[EXERCISE INSTRUCTIONS] The expected output is exactly the lines below, starting at the line with "translate:0 -50%; text-align:left" and ending at the line with "position:absolute; left:2333px; top:584px;", both included; no other line belongs in it.

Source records
^^^^^^^^^^^^^^^^
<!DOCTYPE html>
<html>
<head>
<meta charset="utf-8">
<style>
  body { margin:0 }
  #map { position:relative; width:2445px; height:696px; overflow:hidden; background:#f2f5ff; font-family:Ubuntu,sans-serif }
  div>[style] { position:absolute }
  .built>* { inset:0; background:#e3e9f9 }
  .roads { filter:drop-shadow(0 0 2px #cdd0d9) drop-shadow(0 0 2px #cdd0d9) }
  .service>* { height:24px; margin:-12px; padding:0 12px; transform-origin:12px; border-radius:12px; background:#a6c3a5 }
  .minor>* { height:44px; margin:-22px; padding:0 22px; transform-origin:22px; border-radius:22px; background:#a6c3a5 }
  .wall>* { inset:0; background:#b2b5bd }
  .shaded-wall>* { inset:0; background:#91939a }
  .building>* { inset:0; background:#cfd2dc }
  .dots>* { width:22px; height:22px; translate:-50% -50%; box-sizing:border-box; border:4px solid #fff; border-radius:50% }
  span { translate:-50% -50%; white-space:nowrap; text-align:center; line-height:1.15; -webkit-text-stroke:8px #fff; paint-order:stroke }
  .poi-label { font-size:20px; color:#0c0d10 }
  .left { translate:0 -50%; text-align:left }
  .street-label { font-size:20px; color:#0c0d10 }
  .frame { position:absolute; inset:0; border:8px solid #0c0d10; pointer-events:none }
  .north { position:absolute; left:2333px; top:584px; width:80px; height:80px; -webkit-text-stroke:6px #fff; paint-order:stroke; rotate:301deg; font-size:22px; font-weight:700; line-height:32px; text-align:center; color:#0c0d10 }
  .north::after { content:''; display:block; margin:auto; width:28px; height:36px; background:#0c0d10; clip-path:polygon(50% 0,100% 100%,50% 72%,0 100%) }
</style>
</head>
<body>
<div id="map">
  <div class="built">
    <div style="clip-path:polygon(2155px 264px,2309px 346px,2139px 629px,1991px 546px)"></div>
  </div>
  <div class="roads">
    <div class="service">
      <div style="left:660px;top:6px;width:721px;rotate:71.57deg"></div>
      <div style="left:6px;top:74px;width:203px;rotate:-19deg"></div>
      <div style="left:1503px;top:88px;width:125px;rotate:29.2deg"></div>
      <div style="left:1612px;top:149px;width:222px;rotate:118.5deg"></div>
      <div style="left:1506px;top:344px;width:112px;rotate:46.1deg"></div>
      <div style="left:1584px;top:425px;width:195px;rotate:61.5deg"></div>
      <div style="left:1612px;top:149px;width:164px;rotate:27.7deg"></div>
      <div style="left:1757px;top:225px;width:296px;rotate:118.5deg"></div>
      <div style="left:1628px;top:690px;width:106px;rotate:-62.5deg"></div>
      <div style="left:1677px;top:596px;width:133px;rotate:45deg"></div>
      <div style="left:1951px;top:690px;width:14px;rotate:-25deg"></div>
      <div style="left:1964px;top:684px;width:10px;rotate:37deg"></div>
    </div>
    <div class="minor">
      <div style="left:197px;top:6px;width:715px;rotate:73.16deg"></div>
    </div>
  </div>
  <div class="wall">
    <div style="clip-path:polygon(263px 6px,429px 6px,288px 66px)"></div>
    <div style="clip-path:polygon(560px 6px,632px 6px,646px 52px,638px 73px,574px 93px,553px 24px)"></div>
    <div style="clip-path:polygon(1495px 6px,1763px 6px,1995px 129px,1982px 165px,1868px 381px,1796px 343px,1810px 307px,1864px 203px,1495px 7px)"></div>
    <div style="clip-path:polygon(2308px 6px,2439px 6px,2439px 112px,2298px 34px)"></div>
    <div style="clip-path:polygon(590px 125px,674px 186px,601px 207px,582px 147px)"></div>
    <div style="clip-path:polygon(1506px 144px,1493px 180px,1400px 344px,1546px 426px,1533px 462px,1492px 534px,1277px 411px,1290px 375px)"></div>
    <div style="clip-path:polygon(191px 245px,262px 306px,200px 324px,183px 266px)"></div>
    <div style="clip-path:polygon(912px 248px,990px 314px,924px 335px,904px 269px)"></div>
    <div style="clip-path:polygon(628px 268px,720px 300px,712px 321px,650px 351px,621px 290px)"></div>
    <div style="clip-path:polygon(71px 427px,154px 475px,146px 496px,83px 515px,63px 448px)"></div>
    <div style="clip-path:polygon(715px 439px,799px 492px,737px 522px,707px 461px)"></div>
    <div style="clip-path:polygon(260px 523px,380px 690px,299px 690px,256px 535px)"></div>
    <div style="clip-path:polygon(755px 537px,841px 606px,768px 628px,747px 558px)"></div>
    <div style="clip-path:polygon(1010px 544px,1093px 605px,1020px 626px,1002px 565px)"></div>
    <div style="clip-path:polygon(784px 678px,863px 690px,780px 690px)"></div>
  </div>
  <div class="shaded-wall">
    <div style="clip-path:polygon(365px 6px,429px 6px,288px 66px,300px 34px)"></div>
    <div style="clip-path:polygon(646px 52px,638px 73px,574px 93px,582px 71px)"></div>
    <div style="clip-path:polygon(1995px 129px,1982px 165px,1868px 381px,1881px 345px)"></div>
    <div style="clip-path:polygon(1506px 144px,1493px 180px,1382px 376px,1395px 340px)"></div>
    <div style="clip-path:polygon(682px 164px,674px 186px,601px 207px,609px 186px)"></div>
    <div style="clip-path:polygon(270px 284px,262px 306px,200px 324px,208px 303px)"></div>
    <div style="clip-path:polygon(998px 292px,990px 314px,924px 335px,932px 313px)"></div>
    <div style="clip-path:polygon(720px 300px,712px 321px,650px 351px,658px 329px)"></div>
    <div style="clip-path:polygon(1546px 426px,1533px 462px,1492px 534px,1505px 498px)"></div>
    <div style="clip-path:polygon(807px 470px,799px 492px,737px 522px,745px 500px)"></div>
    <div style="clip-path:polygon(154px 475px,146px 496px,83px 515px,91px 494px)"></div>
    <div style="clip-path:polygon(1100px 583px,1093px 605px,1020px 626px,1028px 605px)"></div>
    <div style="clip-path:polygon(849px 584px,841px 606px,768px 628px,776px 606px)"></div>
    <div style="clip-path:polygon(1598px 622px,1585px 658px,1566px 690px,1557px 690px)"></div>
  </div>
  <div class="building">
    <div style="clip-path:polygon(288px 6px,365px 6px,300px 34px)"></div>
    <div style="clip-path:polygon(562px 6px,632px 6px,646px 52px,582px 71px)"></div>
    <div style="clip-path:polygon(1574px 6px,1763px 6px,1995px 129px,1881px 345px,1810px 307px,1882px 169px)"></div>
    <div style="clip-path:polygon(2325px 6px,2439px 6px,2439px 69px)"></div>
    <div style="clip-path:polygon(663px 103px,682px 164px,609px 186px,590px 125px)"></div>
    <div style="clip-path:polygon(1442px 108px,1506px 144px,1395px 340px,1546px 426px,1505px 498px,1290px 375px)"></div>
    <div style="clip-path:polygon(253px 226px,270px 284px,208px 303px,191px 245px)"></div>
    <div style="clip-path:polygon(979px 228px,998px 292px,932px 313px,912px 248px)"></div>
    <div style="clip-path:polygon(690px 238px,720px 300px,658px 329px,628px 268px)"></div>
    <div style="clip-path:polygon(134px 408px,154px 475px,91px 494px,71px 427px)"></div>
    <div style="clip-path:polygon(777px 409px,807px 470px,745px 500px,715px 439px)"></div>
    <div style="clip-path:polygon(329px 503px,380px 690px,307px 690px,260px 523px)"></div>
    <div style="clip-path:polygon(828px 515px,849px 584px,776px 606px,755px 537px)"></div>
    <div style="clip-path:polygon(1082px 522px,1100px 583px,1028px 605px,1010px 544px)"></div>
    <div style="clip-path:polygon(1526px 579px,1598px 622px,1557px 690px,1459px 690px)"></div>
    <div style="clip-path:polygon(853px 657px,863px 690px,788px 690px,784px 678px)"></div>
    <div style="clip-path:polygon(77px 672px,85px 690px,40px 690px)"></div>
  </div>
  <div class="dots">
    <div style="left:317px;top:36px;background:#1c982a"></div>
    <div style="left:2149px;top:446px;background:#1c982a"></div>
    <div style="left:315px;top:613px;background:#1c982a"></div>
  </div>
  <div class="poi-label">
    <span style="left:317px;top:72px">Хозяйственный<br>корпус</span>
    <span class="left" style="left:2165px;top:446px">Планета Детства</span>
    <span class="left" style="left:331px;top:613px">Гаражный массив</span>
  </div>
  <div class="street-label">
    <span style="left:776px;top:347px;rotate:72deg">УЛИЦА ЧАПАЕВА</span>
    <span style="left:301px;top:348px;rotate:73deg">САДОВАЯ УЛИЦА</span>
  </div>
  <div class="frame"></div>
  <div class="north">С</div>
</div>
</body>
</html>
^^^^^^^^^^^^^^^^
[RESULT OF THIS TASK]
  .left { translate:0 -50%; text-align:left }
  .street-label { font-size:20px; color:#0c0d10 }
  .frame { position:absolute; inset:0; border:8px solid #0c0d10; pointer-events:none }
  .north { position:absolute; left:2333px; top:584px; width:80px; height:80px; -webkit-text-stroke:6px #fff; paint-order:stroke; rotate:301deg; font-size:22px; font-weight:700; line-height:32px; text-align:center; color:#0c0d10 }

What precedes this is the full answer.